Am Mittwoch, 20. November, informierte der Betriebsrat gemeinsam mit Astrid Rasner, Gewerkschaftssekretärin der IGBCE, die Belegschaft über die Situation, nachdem der Mutterkonzern FoamPartner nicht nur angekündigt hatte, dass das Stadtallendorfer Werk kommenden Juni geschlossen wird – sondern auch in einer Nacht- und Nebelaktion rechtswidrig zwei Maschinen abgebaut hatte.

Im Gespräch mit der OP sind die Kureta-Mitarbeiter nicht nur verunsichert, „sondern auch zutiefst enttäuscht“, wie eine Frau zusammenfasst. „Wir halten der Firma seit vielen Jahrzehnten die Treue – und jetzt sind wir einfach überflüssig. Das macht uns extrem traurig und wütend“, sagt sie.

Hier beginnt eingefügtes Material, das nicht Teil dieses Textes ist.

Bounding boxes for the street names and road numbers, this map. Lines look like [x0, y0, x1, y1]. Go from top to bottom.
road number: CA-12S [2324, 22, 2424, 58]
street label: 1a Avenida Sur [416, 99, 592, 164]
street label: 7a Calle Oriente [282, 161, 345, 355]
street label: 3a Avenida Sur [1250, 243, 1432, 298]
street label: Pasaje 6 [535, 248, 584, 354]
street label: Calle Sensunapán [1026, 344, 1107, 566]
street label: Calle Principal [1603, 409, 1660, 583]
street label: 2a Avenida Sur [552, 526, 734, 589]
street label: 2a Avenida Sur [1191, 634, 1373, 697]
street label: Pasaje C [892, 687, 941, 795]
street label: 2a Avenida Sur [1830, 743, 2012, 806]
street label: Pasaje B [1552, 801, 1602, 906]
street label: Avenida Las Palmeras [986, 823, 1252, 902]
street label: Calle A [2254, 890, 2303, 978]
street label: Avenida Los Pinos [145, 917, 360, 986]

Die Entscheidung, dass der Betrieb nun abgewickelt werde, könne niemand verstehen, denn: „Die Auftragsbücher sind voll. Und jetzt, wo uns zwei Maschinen fehlen, können wir die kaum abarbeiten“, sagt ein anderer Mitarbeiter.

"Das ist der Hammer"

Ein Betriebsratsmitglied ist auch vom Verhalten der Geschäftsleitung enttäuscht: „Wir hatten am Donnerstag noch unser Monatsgespräch – da hat man nichts gemerkt. Dann haben wir Schluss gemacht, denn es hieß, dass nachmittags der Strom abgestellt wird.“ Angeblich wegen Arbeiten am Nachbarhaus.

„Am nächsten Tag kamen wir zurück – und erfahren von der Schließung. Das ist ein Hammer.“ Seit Monaten würden Überstunden gemacht, „ich komme seit Jahren jeden Samstag“, sagt eine Mitarbeiterin. Doch nun entstehe der Eindruck, man habe die Mitarbeiter ausgepresst, um den Betrieb jetzt abzuwickeln.

Für Astrid Rasner ist klar: „Egal, wie sich die Mitarbeiter angestrengt haben, um das Werk aufrechtzuerhalten – es war alles umsonst. Dass das Werk geschlossen wird, das ist einfach unmenschlich.“ Sie wolle den Kontakt zu weiteren Industriebetrieben in der Region suchen, um die Mitarbeiter unterzukriegen.

Juristisches Nachspiel wegen Abbau der Maschinen?

Doch einige sagen im Gespräch mit der OP, dass sie in einem Alter seien, wo es schwer wird, etwas Neues zu finden. „Ich werde nächste Woche 60“, sagt eine Mitarbeiterin – und zuckt nur resigniert mit den Schultern.

Mitte Dezember werde das Werk zwei Wochen lang geschlossen – wie jedes Jahr. „Wir hoffen nur, dass dann keine weiteren Maschinen abgebaut werden“, so die Mitarbeiter. „Denn jetzt trauen wir der Geschäftsleitung alles zu.“

Wird denn der schon erfolgte Abbau der Maschinen noch ein juristisches Nachspiel haben? „Das prüfen unsere Juristen gerade, die Entscheidung steht noch aus“, sagt Rasner.
Sie hat einen wichtigen Rat für die Mitarbeiter: „Sie sollten nichts unterschreiben, was ihnen vorgelegt wird – sondern erst mit uns sprechen.“ Bisher habe es aber noch kein Angebot von Aufhebungsverträgen gegeben.